Thursday, 21 August 2014

How to Make a Sketchbook with No Sewing!



Concertina-format sketchbooks are a bit intimidating: I had one on my shelf for a whole year before I finally got up the courage to use it at last year's Urban Sketcher's symposium in Barcelona


The trick is just to start. Once I did, I was away. I have filled two, on both sides, and am keen to keep going. There's something really exciting about the ability to create an on-going image - maybe one long landscape like the one at the top, done in Wales last summer, or combining sketches in creative ways like the Manchester one I did recently:


Trouble is, the nice watercolour paper ones are hard to come by and a bit pricey. So, I decided to try my hand at making my own to take with me to this year's symposium. How hard could it be? Well, a wee bit trickier than I thought, to be honest, but I got there.


I cut 2 big sheets of watercolour paper into 3 strips each, enough for 3 books: one slightly smaller one, like the Manchester one, and two medium, Moleskin-sized books. Working out the best page width was the first tricky bit. I then scored across the paper strips with a special device, ready for folding (you get it from book-binder's outlets):


The width of one paper sheet wasn't enough on its own: there had to be a join to get a decent length of concertina. This was the next tricky bit - if you don't get the two strips exactly in line, the error accumulates with each fold. My first attempt was a bit wonky, because I didn't realise that. You can just make out the fold below. I allowed a 10mm overlap and joined the the 2 strips with double-sided tape:


The really exciting bit is the binding. The little book I took to Manchester has no binding at all - no, really - just a board attached at each end. No sewing or making covers with spines: easy-peasy (ish). 

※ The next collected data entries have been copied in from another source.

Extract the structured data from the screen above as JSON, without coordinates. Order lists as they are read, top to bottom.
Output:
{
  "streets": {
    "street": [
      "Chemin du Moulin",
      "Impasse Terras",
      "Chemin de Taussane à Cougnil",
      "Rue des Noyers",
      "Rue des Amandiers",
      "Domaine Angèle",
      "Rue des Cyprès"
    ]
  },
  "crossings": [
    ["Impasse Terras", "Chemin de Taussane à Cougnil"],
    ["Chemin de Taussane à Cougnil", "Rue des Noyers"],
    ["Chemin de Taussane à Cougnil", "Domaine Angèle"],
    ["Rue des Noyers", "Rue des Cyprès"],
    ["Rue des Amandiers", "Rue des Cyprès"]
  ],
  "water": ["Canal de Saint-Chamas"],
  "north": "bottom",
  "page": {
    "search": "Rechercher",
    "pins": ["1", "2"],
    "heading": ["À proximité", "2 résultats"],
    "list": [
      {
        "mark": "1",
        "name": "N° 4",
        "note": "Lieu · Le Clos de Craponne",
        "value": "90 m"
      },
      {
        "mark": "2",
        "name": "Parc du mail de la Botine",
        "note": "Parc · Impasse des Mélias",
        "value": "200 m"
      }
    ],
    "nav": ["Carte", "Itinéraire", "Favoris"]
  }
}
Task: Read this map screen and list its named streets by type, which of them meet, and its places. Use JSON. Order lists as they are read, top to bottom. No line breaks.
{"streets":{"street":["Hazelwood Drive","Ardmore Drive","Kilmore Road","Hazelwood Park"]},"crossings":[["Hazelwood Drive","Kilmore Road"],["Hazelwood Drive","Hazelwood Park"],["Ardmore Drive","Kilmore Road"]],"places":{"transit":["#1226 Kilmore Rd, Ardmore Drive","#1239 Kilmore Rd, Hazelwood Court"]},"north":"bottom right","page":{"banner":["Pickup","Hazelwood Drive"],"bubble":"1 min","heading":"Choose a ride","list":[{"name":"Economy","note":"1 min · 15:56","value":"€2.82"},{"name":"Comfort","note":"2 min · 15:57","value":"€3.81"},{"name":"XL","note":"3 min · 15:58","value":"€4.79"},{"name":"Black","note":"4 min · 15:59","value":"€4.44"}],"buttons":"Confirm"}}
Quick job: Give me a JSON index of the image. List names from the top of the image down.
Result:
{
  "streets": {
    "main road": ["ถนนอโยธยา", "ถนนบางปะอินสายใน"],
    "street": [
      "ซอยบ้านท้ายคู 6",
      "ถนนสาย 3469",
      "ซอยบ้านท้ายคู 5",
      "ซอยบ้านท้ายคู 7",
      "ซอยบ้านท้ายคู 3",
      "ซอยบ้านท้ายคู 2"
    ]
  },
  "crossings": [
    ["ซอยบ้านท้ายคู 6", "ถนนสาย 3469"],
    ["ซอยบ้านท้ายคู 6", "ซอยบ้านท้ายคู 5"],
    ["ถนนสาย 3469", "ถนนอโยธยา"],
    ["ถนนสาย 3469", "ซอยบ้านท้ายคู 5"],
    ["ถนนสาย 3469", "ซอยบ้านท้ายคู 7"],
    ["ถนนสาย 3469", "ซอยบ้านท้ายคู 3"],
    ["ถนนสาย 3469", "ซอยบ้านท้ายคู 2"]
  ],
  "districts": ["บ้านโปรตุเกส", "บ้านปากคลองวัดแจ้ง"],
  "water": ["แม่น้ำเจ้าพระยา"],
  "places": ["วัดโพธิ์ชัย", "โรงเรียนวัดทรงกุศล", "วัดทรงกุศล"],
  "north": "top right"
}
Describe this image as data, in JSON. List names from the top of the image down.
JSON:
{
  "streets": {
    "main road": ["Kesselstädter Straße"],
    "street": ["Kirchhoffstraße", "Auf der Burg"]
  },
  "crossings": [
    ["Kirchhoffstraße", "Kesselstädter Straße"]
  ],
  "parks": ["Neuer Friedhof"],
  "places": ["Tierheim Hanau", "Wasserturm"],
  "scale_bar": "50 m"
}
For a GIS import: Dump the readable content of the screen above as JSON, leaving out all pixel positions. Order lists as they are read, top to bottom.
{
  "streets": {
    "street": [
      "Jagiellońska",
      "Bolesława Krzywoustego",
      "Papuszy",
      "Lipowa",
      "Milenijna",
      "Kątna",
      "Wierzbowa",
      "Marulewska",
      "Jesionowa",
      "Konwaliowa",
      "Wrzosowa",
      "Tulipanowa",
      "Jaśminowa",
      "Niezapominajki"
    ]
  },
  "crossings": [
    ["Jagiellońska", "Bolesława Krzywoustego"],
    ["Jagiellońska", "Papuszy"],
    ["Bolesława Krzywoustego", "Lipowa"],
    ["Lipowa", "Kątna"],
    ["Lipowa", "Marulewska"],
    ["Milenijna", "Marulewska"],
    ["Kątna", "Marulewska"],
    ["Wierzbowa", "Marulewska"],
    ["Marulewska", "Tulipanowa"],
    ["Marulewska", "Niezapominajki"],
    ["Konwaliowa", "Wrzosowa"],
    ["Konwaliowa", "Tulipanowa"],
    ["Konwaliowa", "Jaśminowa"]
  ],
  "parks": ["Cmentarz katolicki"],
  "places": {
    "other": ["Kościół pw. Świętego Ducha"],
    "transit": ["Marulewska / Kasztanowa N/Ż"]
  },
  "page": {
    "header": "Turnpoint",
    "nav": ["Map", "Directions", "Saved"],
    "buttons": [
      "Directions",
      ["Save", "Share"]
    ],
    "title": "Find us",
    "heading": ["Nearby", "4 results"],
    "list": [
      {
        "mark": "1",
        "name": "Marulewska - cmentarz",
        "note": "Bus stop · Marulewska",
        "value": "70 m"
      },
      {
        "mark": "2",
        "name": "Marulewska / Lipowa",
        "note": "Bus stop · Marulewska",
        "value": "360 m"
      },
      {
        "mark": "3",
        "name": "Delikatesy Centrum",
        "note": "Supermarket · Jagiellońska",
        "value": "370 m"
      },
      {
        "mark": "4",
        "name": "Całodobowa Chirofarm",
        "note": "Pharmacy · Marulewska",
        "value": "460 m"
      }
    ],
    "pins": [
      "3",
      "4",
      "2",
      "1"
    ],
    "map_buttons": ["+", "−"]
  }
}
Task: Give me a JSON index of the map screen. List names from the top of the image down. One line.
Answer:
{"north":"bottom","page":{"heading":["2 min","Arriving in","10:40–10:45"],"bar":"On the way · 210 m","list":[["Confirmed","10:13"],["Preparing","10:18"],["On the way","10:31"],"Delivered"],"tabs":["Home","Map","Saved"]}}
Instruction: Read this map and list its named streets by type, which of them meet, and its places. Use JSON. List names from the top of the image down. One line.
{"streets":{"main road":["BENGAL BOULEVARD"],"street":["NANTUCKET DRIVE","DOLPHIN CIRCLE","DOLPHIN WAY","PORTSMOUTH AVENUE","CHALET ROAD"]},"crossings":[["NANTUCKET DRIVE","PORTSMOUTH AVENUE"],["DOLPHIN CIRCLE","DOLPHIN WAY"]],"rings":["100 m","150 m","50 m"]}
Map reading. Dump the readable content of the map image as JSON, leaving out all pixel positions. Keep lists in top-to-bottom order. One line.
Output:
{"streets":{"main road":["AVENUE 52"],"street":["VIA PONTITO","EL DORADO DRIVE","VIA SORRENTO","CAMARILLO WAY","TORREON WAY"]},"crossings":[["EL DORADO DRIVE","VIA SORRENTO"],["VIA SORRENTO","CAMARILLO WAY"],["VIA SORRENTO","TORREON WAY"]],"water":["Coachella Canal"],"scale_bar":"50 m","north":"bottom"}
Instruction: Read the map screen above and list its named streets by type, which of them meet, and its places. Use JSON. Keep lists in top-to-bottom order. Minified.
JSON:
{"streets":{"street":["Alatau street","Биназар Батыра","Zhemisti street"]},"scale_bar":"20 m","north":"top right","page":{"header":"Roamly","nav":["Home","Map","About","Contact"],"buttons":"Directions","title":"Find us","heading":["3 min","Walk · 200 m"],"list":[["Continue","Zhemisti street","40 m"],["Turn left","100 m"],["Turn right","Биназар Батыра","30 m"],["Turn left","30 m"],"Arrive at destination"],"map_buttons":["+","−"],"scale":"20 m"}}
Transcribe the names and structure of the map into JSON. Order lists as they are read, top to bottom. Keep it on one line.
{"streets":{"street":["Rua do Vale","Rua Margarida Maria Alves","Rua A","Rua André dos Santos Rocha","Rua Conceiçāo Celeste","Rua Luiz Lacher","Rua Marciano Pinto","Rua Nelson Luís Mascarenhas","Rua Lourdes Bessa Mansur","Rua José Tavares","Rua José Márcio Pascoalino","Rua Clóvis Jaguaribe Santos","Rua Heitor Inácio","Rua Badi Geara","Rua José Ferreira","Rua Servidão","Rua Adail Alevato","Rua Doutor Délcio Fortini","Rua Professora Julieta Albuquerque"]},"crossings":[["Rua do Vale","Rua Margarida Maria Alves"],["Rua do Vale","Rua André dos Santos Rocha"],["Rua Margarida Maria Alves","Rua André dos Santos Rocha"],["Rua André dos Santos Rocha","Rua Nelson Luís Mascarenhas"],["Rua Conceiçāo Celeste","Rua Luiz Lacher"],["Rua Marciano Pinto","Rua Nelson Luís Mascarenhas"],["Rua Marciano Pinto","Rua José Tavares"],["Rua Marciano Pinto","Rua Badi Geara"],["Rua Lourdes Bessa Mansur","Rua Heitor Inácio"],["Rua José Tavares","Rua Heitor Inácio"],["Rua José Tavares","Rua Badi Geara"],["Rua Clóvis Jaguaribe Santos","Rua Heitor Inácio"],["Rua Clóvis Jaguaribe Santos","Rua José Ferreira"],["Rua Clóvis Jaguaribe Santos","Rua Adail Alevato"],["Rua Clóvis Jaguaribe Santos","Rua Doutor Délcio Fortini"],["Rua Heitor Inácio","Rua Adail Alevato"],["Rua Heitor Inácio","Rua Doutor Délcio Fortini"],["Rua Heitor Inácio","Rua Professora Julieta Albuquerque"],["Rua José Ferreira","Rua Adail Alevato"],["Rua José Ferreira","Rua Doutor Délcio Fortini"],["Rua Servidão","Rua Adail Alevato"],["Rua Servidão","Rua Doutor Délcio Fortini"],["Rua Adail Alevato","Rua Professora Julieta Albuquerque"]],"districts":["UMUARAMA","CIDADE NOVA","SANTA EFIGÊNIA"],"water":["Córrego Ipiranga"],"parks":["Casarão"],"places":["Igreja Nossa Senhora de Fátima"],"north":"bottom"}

The finished book folds up into itself and all you need is a rubber band to stop it unfolding. It's the perfect method. I covered the end boards with fabric from a dead pair of walking trousers, stuck on with PVA. The fabric didn't want to do what it was told, so the corners are a bit dodgy, but, all in all, it looks very smart and cost very little. Have a go!

12 comments:

Cathy Holtom said...

Great idea, I will have a go!

Pete Scully said...

This is great Lynne! Inspiring me to make my own now.

Kate (Cathy Johnson) said...

They're great fun, aren't they Lynne! I made that my "parting gift" for Sketchbook Skool, a PDF with instructions for making these. (Have you tried pasting a full page join together but only on three sides so it makes a pocket?)

Chantal said...

I'm all for making a sketchbook with no sewing! This is next on my list! Thanks for sharing the instructions.

Joan Tavolott said...

I love these! Do you have any suggestions on the best way to work on it and not have the whole thing unfold every time you move? Do you clip it closed?

Kate (Cathy Johnson) said...

I use an elastic band on mine, Joan!

Lynne the Pencil said...

Yes, two elastic bands, one for each end, or 2 book-binder's clips (which get in the way of your paint less than bands).

Laura said...

Thanks! Great idea ! Will make one today!!

Desiree Habicht said...

Awesome, I will have to try this

Richard T said...

Excellent idea, especially as it lets you use a favourite paper.

Allen jeley said...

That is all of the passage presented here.